Section 4. NOTICE. Except as provided otherwise in Section 3 of this Article II, not less than ten nor more than 90 days before each meeting of shareholders, the secretary shall give to each shareholder entitled to vote at such meeting and to each shareholder not entitled to vote who is entitled to notice of the meeting written or printed notice or notice by electronic transmission stating the time and place or location of the meeting, and, in the case of a special meeting or as otherwise may be required by any statute, the purpose for which the meeting is called, either by mail, by presenting it to such shareholder personally or by leaving it at his residence or usual place of business, or by any other means permitted by Maryland law. If such notice relates to a special meeting called at the request of shareholders in accordance with Section 3 of this Article II, the description of the purpose of such meeting shall comport with the purpose stated for such meeting in the request therefor referenced in Section 3 of this Article II. If mailed, such notice shall be deemed to be given when deposited in the United States mail addressed to the shareholder at his post office address as it appears on the records of the Trust, with postage thereon prepaid. If transmitted electronically, such notice shall be deemed to be given when transmitted to the shareholder by an electronic transmission to any address or number of the shareholder at which the shareholder receives electronic transmissions.

ARTICLE III

TRUSTEES

Section 5. NOTICE. Notice of any special meeting shall be delivered personally or by telephone, by electronic transmission, facsimile-transmitted or mailed to each Trustee at his business or residence address. Personally delivered notices shall be given at least two days prior to the meeting. Notice by mail shall be given at least five days prior to the meeting. Telephone or facsimile-transmission notice, and notice by electronic transmission, shall be given at least 24 hours prior to the meeting. If mailed, such notice shall be deemed to be given when deposited in the United States mail properly addressed, with postage thereon prepaid. Telephone notice shall be deemed given when the Trustee is personally given such notice in a telephone call to which he is a party.

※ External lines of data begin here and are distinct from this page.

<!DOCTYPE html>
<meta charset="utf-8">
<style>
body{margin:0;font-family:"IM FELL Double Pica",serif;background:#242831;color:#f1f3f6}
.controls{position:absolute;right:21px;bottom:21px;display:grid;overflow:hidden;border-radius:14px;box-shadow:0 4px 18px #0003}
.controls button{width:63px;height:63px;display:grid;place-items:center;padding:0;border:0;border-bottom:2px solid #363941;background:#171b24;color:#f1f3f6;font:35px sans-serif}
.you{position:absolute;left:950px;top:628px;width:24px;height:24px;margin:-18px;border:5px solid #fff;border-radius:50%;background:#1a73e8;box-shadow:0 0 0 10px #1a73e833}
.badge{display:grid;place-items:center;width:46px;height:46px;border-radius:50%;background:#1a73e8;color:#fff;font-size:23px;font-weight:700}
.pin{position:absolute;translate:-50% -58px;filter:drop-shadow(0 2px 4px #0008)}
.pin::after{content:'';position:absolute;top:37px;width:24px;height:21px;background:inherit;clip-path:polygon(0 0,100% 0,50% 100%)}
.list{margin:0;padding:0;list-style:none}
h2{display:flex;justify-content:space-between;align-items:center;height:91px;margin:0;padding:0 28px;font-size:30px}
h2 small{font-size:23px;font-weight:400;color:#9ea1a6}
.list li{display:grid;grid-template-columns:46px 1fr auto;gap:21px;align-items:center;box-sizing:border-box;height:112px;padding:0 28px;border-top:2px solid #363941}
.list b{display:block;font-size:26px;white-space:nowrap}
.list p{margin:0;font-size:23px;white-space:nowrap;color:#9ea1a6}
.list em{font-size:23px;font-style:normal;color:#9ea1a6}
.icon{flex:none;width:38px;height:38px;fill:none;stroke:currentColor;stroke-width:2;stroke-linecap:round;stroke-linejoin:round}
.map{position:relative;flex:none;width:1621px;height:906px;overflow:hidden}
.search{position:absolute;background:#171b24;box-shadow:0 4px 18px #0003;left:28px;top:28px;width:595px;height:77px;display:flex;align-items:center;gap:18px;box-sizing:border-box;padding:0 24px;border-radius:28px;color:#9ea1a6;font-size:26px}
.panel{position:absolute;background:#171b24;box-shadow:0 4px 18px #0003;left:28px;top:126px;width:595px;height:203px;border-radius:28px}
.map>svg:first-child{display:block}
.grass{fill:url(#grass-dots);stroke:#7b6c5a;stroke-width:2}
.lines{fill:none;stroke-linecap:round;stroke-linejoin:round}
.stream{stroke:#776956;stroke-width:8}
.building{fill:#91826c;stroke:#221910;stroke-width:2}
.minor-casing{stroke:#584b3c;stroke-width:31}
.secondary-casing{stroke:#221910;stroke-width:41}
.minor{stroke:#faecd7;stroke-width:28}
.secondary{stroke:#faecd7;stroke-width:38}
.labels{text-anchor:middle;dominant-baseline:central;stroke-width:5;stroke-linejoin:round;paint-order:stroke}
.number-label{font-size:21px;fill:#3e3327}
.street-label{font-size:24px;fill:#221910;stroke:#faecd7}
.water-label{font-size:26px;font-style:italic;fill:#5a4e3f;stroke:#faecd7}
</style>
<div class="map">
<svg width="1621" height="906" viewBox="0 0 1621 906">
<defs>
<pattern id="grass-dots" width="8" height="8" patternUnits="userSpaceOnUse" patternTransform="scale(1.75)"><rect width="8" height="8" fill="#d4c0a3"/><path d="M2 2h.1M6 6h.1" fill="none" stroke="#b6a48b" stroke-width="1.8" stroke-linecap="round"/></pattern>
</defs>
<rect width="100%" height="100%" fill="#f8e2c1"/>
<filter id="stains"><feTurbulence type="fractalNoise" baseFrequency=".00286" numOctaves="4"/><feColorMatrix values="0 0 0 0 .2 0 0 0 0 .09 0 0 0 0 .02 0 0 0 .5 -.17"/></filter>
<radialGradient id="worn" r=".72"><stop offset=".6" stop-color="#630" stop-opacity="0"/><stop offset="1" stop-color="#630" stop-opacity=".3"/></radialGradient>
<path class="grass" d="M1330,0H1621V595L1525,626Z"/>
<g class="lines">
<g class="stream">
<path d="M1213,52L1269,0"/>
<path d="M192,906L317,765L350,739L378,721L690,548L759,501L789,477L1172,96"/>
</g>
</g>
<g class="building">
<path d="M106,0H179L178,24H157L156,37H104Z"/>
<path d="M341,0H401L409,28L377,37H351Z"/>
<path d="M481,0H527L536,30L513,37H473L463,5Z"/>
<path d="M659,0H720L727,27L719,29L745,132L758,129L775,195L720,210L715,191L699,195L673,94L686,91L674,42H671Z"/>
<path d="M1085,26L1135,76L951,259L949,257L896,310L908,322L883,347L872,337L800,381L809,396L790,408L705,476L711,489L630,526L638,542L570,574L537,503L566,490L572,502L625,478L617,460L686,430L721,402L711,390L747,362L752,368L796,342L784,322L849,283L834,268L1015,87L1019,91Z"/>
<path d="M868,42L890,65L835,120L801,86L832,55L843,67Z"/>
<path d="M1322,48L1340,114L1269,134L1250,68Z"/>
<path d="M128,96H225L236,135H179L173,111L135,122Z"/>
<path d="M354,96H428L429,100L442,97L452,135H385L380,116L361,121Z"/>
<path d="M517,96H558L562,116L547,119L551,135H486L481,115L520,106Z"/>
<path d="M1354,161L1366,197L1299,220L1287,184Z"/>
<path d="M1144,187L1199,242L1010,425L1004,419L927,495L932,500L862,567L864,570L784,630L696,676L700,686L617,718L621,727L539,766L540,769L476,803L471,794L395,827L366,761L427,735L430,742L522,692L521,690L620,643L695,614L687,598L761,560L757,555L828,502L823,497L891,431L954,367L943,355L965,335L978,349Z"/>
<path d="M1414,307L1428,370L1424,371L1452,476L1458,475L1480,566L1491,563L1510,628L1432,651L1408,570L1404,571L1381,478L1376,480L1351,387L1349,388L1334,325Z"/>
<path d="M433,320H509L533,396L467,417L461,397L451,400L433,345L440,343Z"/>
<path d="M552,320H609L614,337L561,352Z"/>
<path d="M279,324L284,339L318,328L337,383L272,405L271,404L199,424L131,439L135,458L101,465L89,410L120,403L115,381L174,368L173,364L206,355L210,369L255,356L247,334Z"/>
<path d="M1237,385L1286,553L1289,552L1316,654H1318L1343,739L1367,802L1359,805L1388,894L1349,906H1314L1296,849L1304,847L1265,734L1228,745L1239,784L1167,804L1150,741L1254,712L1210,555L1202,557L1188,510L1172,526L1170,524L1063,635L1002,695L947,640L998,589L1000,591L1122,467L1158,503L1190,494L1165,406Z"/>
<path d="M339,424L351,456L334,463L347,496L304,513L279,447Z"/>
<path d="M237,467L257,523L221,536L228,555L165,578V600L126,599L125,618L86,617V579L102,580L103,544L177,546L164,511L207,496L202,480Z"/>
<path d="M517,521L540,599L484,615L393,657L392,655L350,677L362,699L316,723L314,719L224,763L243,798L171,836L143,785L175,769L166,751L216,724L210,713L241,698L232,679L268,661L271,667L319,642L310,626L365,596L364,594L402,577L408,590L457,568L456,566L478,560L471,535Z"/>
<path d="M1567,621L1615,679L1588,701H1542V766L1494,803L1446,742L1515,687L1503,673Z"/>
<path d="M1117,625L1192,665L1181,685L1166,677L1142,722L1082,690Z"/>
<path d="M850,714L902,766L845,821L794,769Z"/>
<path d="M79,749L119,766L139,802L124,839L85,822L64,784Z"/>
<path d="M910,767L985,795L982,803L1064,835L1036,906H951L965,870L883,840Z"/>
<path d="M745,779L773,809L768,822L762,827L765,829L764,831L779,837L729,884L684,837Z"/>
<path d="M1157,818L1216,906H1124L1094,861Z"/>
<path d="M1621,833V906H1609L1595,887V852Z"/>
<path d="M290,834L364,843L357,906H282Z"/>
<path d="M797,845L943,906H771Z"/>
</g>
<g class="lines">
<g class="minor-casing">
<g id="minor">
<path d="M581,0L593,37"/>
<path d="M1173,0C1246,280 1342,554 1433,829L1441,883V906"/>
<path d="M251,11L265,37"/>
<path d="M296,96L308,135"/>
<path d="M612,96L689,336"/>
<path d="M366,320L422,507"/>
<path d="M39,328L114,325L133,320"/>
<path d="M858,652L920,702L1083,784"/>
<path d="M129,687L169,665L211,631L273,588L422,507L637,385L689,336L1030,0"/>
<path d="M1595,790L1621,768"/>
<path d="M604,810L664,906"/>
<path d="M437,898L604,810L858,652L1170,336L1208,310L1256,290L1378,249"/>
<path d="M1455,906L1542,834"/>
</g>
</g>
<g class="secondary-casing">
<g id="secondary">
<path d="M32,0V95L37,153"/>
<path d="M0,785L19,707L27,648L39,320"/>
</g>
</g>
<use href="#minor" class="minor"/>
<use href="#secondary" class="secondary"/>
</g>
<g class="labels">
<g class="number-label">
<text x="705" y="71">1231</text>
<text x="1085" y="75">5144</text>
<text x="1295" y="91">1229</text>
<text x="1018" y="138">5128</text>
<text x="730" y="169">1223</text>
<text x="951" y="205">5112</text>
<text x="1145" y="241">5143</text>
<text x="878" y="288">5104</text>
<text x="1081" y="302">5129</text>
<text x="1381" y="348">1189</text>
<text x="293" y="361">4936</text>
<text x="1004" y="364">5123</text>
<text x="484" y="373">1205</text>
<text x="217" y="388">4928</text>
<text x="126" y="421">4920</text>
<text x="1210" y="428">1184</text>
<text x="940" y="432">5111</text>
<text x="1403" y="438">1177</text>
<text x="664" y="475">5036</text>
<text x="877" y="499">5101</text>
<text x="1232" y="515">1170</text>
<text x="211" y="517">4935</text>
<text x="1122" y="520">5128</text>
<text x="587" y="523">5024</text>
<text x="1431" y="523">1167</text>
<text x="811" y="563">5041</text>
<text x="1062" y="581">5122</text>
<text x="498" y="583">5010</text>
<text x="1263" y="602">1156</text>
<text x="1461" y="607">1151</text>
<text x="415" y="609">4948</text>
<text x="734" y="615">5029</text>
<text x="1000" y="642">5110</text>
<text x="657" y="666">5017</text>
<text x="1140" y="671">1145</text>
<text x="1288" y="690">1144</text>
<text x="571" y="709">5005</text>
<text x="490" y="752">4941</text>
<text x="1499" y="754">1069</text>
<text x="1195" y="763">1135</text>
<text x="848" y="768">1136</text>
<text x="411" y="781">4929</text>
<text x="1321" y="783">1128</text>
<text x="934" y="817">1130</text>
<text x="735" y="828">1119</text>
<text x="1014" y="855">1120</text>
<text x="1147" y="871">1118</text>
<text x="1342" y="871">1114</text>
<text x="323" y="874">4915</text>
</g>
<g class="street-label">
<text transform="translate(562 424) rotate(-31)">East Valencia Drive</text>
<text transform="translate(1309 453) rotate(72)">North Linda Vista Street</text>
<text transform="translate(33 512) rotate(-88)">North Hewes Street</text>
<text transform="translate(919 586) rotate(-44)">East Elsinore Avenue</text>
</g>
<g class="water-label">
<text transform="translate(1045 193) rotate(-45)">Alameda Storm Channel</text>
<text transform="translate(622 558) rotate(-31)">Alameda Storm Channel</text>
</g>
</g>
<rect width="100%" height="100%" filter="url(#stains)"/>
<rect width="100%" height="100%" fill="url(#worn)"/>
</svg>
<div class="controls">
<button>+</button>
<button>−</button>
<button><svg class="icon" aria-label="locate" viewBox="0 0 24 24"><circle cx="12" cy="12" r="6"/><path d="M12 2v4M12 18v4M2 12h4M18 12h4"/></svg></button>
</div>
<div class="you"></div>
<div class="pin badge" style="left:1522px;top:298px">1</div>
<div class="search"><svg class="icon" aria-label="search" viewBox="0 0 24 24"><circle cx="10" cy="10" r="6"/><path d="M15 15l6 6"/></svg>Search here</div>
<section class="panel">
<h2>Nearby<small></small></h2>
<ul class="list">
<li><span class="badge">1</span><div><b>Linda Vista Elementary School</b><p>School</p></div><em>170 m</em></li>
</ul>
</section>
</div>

Facsimile-transmission notice shall be deemed given upon completion of the transmission of the message to the number given to the Trust by the Trustee and receipt of a completed answer-back indicating receipt. Notice by electronic transmission shall be deemed to be given when transmitted to the Trustee by an electronic transmission to any address or number of the Trustee at which the Trustee receives electronic transmissions. Neither the business to be transacted at, nor the purpose of, any annual, regular or special meeting of the Trustees need be stated in the notice, unless specifically required by statute or these Bylaws.

ARTICLE XV

MISCELLANEOUS

Section 1. USE OF REMOTE COMMUNICATION. Subject to any guidelines and procedures adopted by the Board of Trustees, the Board of Trustees may authorize shareholders and proxy holders not physically present at an annual meeting or special meeting of the shareholders to participate in such annual or special meeting by means of remote communication. In addition, the Board of Trustees may determine that a shareholder meeting not be held at any place, but instead may be held solely by means of remote communication. If the Board of Trustees authorizes remote communication or the holding of a shareholder meeting solely by means of remote communication, such shareholders and proxy holders shall be considered present in person and permitted to vote at the meeting of the shareholders, provided that (i) the Trust implements reasonable measures to verify that each person considered present and authorized to vote at the meeting by means of remote communication is a shareholder or proxy holder; (ii) the Trust implements reasonable measures to provide such shareholders and proxy holders a reasonable opportunity to participate in the meeting and to vote on matters submitted to the shareholders, including an opportunity to read or hear the proceedings of the meeting substantially concurrently with the proceedings; and (iii) in the event any shareholder or proxy holder votes or takes other action at the meeting by means of remote communication, a record of such vote or other action is maintained by the Trust.